During the First World War he sat for 449 days (from 25 February 1916) as one of the ten members of the Appeal Tribunal for the County of Middlesex, which he described: This was sad work and many hard cases had to be dealt with, and often decided against the appellant. He was vice-chairman (1912–1925) and then chairman (1925–1936) of the Middlesex Territorial and Auxiliary Force Association. Through Middlesex County Council he was closely associated with the mental hospitals at Harperbury and Shenley. He was also a governor of Uxbridge County School, aka the Bishopshalt School, now in Hillingdon.

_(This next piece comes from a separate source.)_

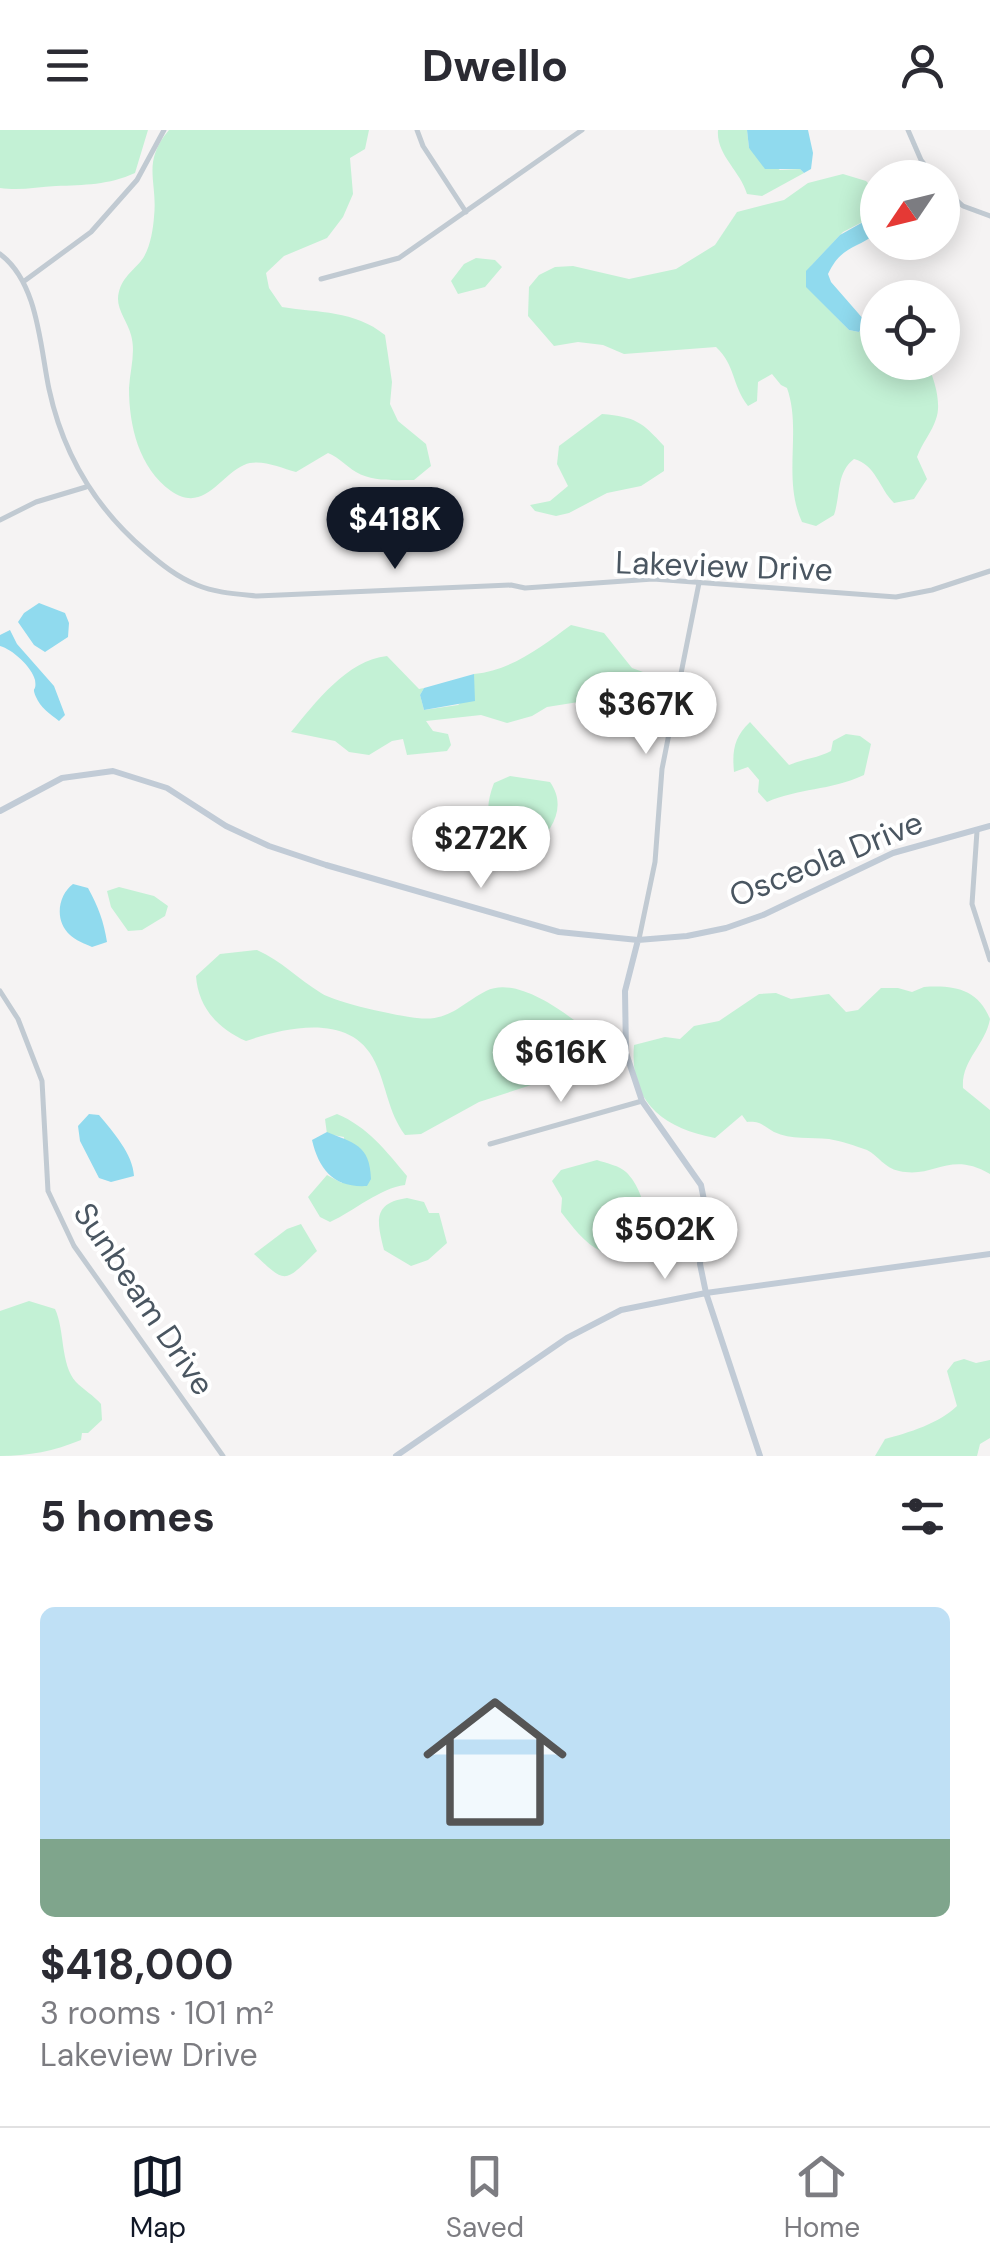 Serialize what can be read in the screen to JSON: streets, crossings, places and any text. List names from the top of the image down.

He was a member of the Union Club (site now home to Canada House, Trafalgar Square).
Fourteen children
He married, on 3 September 1889, Rachel Elizabeth Frances Waller, (born Farmington, Gloucestershire, 1 January 1868; died Thornbury, Bristol, 6 January 1954), only child and heir of Edmund Waller VI or VII, and had 14 children, living firstly, 1889–1896, with his father at Portnall Park and then at Dawley Court.
Land in Northern Ireland
The Belfast Gazette of 11 March 1927, records Cecil as having 18 parcels of land in county Armagh. These were at Dromart, Tandragee; Ballyworkan, Portadown; Tamnaghvelton; Tamnaghmore; and Brackagh, Portadown. These came to circa 140 acres and were valued at and compulsorily sold to the tenants for circa £2,000 in 1927.